Wednesday, April 19, 2006

Fast strings

When I explain strings to non-stringy physicist, I often start out by stating that a string is like a rubber band and has a potential energy which is proportional to its length (like a 'relativistic Hook law'). Then, all you have to do is to covariantize this statement and you arrive at the Nambu Goto action.

You can, of course read this backwards: A string with potential energy E has a length proportional to E. Now, you can often read this as an explanation of why hard string scattering behaves much better than hard scattering of particles: At high energies, the strings in fact expand and thus the interaction delocalizes.

This, however, is only semi-true: I would think of what you have in hard scattering are strings which have been accelerated so that they have large centre of mass energy. But the centre of mass energy is decoupled from the internal energy of the oscillators and thus a boosted short string will still be short although it has large (kinetic) energy. On the other hand, you can have a long string with zero kinetic energy which just happens to be very heavy. So, in general, heavy strings are long, not fast ones.

So far, this is just kinematics, but can we see this in practice? What happens to a string that runs through a linear accelerator? So, the set-up would look as follows: You start with a string which is in a low mass state which is charged under some U(1) (maybe in a KK type theory, D-branes are welcome as well). Now it feels a electric field strength (of some cavity say). This electric field is a condensate of low energy (given by the normal frequency of the cavity) photons. So, you have to compute the scattering of the string with lots and lots of low energy strings in the vector field state.

Question: Even if the individual photon has energy much less than 1/sqrt(alpha'), does this scattering excite any of the higher oscillator modes (which make the string grow)? A Feynman diagram would look somewhat like


e----x-----x-----x-----x- ... -x-----h
| | | | ... |
A A A A A

where e is the charged low energy state, A is the gauge field and h is a heavy state. Has this been done before?

2 comments:

Sabine Hossenfelder said...

But the centre of mass energy is decoupled from the internal energy of the oscillators and thus a boosted short string will still be short although it has large (kinetic) energy.

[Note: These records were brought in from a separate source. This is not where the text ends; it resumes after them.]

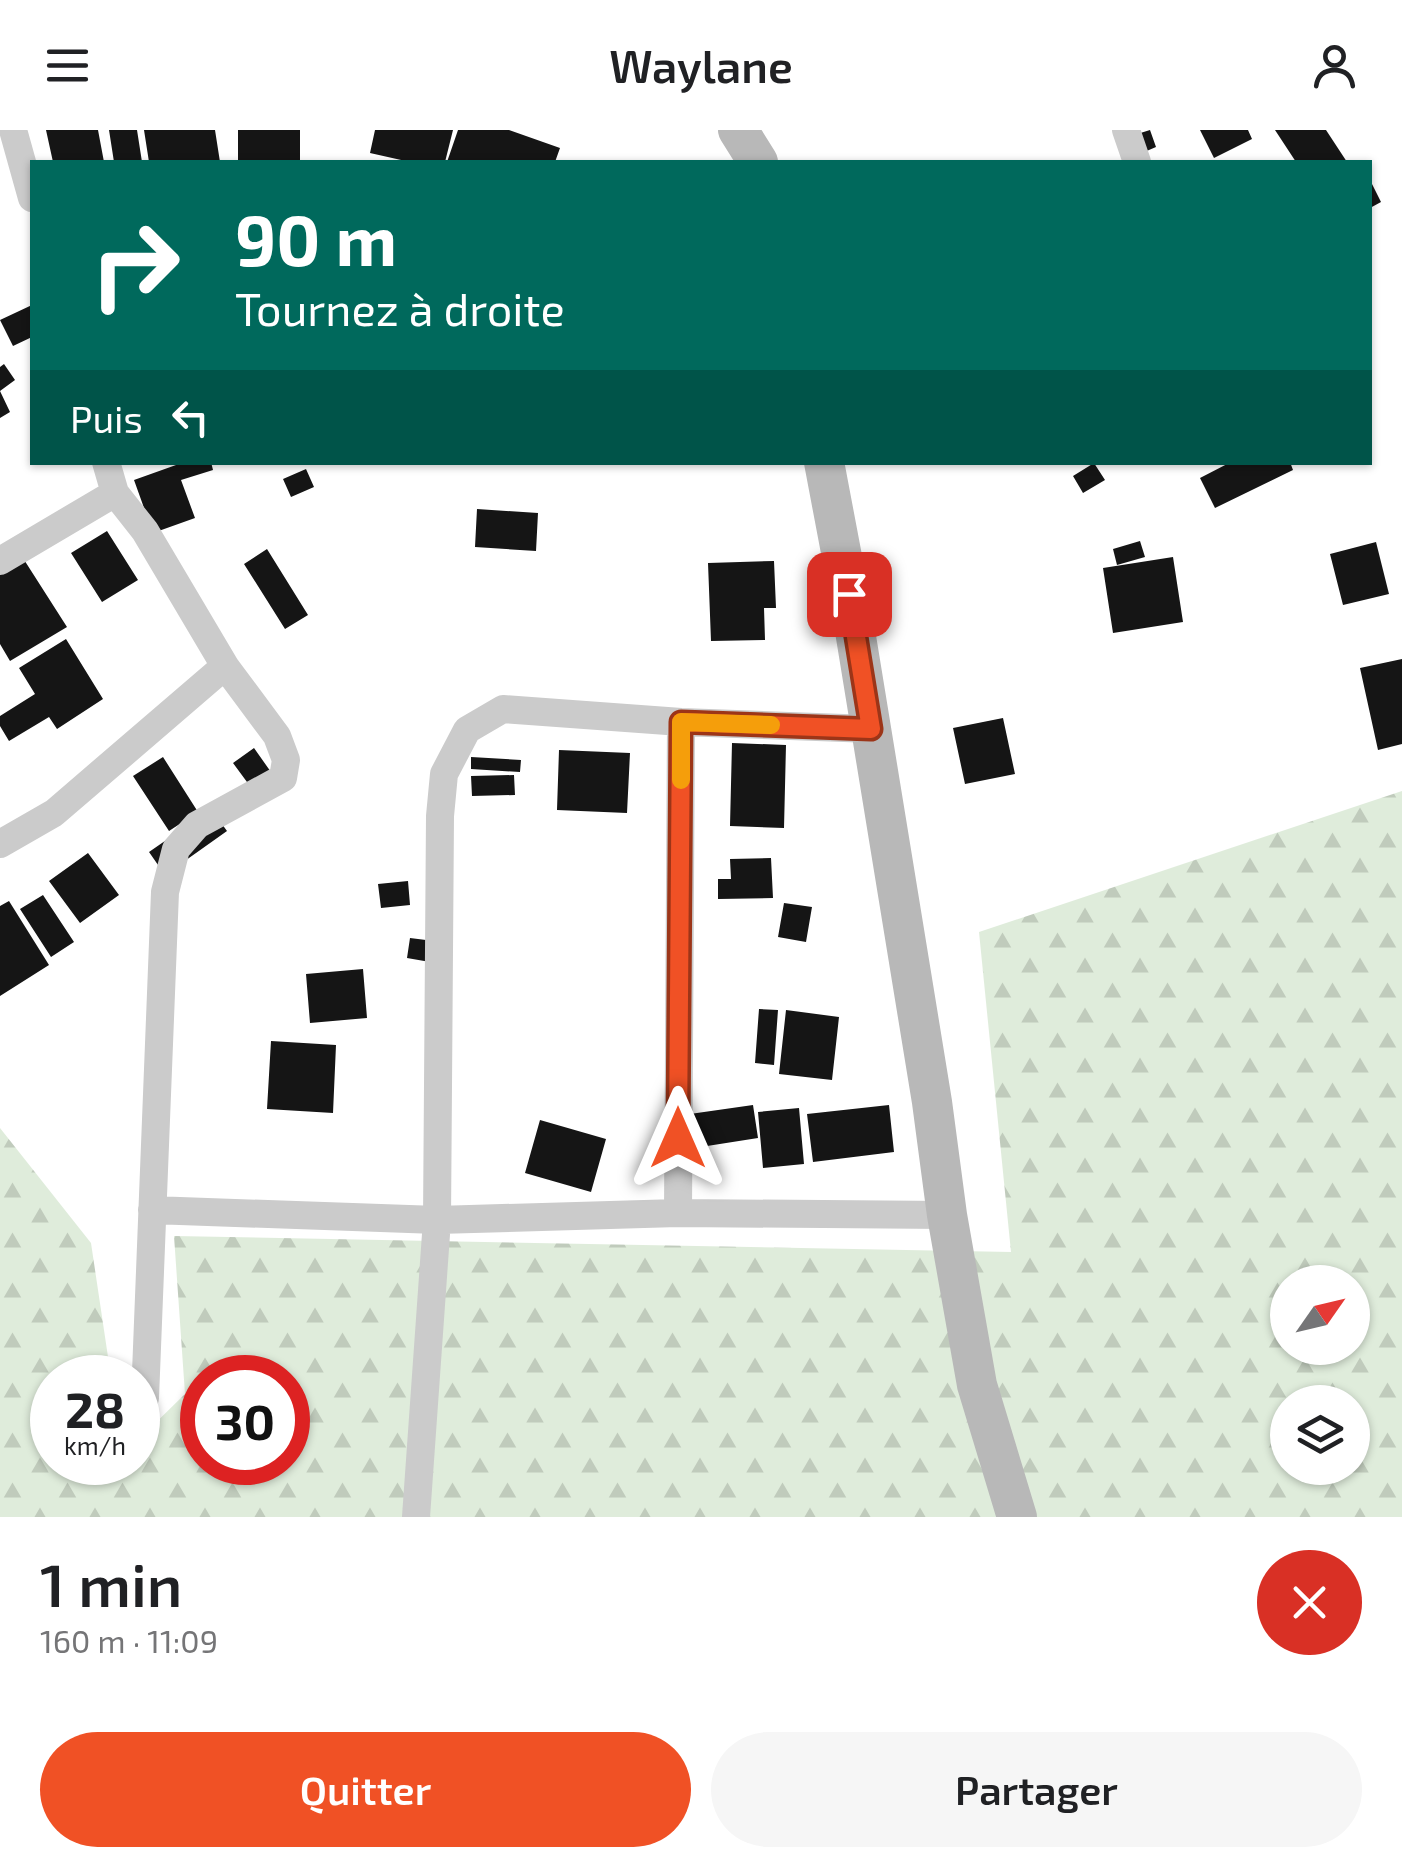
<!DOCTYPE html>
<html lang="fr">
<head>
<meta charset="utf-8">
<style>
	:root { --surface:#fff; --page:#f6f6f6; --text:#202124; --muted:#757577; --accent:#f05125 }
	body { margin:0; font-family:"Exo 2",sans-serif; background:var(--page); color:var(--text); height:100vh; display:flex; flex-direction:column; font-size:38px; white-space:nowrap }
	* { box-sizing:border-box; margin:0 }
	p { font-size:32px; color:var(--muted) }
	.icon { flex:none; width:55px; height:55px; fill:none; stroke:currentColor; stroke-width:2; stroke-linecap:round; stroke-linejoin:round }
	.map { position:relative; height:1387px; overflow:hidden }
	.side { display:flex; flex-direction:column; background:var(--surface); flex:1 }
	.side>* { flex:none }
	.top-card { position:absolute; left:30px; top:30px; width:1342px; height:305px; border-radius:0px; box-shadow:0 2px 8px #0004; background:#00695c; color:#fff; overflow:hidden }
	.needle { width:65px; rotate:56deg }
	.tools { position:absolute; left:1270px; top:1135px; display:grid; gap:20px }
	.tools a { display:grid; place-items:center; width:100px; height:100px; border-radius:50%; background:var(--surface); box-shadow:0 2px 8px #0004; font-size:50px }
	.speed { position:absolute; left:30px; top:1225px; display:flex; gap:20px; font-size:50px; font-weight:700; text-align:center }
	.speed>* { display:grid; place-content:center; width:130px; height:130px; border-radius:50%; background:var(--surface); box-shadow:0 2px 8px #0004; line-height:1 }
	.speed small { font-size:25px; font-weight:400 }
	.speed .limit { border:15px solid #d22; background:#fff; color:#111 }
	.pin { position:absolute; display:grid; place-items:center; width:85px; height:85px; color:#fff; margin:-42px; border-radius:20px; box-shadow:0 5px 15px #0006 }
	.me { position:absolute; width:110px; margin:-55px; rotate:0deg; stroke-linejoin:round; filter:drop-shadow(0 0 8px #0008) }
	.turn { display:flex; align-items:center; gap:35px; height:210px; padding:0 40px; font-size:45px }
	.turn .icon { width:130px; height:130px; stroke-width:2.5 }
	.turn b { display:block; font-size:70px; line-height:85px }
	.then { display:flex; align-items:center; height:95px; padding:0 40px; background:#0003; gap:20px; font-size:38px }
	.round { display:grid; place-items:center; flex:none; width:105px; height:105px; border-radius:52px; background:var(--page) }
	.overview { display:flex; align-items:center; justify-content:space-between; height:170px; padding:0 40px }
	h1 { font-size:60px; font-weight:600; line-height:75px }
	.primary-button { display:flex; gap:20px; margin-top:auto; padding:20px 40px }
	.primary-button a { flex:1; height:115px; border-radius:60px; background:var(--accent); color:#fff; font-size:40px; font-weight:600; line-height:115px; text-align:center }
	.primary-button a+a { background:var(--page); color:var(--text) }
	header { display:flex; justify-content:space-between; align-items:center; height:130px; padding:0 40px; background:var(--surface); font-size:45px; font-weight:600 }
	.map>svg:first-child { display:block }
	.forest { fill:url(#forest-firs); fill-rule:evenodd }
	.building { fill:#151515 }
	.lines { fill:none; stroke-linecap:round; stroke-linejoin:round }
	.street { stroke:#cbcbcb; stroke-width:28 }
	.secondary { stroke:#b8b8b8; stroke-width:40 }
	.route-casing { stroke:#9c3518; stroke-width:25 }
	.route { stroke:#f05125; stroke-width:18 }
	.slow { stroke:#f59e0b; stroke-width:18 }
</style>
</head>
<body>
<header><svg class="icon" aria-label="menu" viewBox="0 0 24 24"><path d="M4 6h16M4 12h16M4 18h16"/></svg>Waylane<svg class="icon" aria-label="person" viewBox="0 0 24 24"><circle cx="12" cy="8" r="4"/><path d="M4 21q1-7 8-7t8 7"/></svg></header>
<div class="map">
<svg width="1402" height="1387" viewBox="0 0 1402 1387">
	<defs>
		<pattern id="forest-firs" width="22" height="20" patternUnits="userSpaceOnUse" patternTransform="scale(2.5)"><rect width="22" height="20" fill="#dfecdb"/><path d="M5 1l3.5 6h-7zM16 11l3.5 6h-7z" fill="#c0cbbc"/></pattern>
	</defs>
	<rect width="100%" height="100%" fill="#fff"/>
	<path class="forest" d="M1402,661V1387H0V998L91,1113L111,1247L52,1248V1332H138V1310L185,1264L174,1106L1011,1122L979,802ZM1288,1152H1352V1218H1288ZM202,1248H288V1332H202ZM1288,1272H1352V1338H1288Z"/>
	<path class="building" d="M46,0H98L104,32H53Z
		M109,0H137L142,32H114Z
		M144,0H215L220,32H149Z
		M238,0H300V30H238Z
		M375,0H453L445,32H410L370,23Z
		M458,0H509L560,18L555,32H447Z
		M1150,0L1156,17L1142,23L1134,5Z
		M1200,0H1248L1252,9L1214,28Z
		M1275,0H1326L1347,32H1296Z
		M1370,50L1381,72L1370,78Z
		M32,175V207L13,216L0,190Z
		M4,234L15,250L0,261L10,282L0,288V237Z
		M176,332H211L213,340L181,350L195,388L153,403L134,350L176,335Z
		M1231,332H1290L1293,340L1215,378L1200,348Z
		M1094,333L1105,350L1083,363L1073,346Z
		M306,339L314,357L291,367L283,349Z
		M477,379L538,383L536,421L475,417Z
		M107,401L138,450L102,472L71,423Z
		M1140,411L1145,427L1117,435L1113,419Z
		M1376,412L1389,464L1343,475L1330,424Z
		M267,419L308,485L285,499L244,434Z
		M21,425L67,497L10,531L0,514V438Z
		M1173,427L1183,492L1113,503L1103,438Z
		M774,431L776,478H764L765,510L711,511L708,433Z
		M66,509L103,569L57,599L49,587L9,611L0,596V586L35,564L19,538Z
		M1402,529V614L1378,620L1360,538Z
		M1003,588L1015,644L965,654L953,598Z
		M732,613L786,615L784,698L730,696Z
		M254,618L278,652L258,667L233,633Z
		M559,620L630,623L627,683L557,680Z
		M163,627L198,682L169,701L133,646Z
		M471,627L521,630L520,642L471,639Z
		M514,645L515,665L472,666L471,646Z
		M211,679L227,701L165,745L149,722Z
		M88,723L119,765L80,793L49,751Z
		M771,728L773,768L718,769V749H731L730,729Z
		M408,751L410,775L381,778L378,754Z
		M43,765L74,812L51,827L20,779Z
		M9,771L49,835L0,866V776Z
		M784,773L812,777L806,812L778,807Z
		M410,808L434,811L430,832L407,828Z
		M363,839L367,888L310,893L306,844Z
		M759,879L778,880L774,935L755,933Z
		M786,880L839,887L832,950L779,944Z
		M271,911L336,915L333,983L267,979Z
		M753,975L758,1008L688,1019L683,985Z
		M889,975L894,1022L813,1032L807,984Z
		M799,978L804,1034L763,1038L758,982Z
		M540,990L606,1009L591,1062L525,1043Z"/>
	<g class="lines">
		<path class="street" d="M13,0L32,68
			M1126,0L1137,32
			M106,332L115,363L145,401L225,536L277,606L286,630L283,648L197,695L176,719L165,762L145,1268
			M0,431L115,363
			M0,714L54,683L225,536
			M152,1080L437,1090L678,1083L947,1085
			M678,1083L681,592
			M416,1387L437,1090L440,686L444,644L467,600L503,579L681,592L871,599"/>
		<path class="secondary" d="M738,0L758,32
			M824,332L849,464L932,972L947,1085L977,1255L1017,1387"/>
	</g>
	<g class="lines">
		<g class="route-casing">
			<path id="route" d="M678,1008L681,592L871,599L849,464"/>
		</g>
		<use href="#route" class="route"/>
		<path class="slow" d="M681,650V592L771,595"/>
	</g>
</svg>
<div class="tools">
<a><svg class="needle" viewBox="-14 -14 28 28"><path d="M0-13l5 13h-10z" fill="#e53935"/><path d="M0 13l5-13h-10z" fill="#757577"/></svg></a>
<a><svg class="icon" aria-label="layers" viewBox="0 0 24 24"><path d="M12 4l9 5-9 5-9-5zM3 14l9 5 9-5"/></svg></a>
</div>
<div class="speed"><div>28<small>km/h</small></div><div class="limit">30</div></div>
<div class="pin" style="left:849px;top:464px;background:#d93025"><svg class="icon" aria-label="arrive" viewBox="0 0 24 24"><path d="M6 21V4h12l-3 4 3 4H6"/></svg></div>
<svg class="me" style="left:678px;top:1008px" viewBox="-20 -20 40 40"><path d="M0-17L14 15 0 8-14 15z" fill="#f05125" stroke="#fff" stroke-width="4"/></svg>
<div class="top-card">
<div class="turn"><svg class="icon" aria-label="right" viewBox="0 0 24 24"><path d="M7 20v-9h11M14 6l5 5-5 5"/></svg><div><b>90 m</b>Tournez à droite</div></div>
<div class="then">Puis<svg class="icon" aria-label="left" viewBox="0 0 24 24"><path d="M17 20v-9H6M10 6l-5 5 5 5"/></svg></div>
</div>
</div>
<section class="side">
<div class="overview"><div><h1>1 min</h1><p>160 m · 11:09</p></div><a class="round" style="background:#d93025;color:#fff"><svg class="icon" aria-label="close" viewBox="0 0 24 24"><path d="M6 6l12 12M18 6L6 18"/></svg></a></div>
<div class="primary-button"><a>Quitter</a><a>Partager</a></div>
</section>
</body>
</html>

I am not sure I get the point here. If you look at the center of mass energy, it doesn't depend on the boost. Also, the extension of the string grows with the energy, see e.g. Gross and Mende, Nucl. Phys. B 303, 407 (1988).

Robert said...

Maybe my words were not well picked. I mean "the (kinetic) energy of the centre of mass" rather than "the energy in the centre of mass frame". The latter is what I called "the internal energy" or "the energy of the oscillators" and my whole point is that it is constant under a boost. But the latter is also what determines the geometric size of the string.

Re the classic Gross Mende paper: Their figure 3 shows the geometry of the saddle point that dominates high energy scattering. One can see that in the tips, the size of the strings grows before they collide.

This looks to me as if the occupation number of the first oscillator <alpha_1 alpha_(-1)> grows with target space time. How does this work from the Hamiltonian perspective?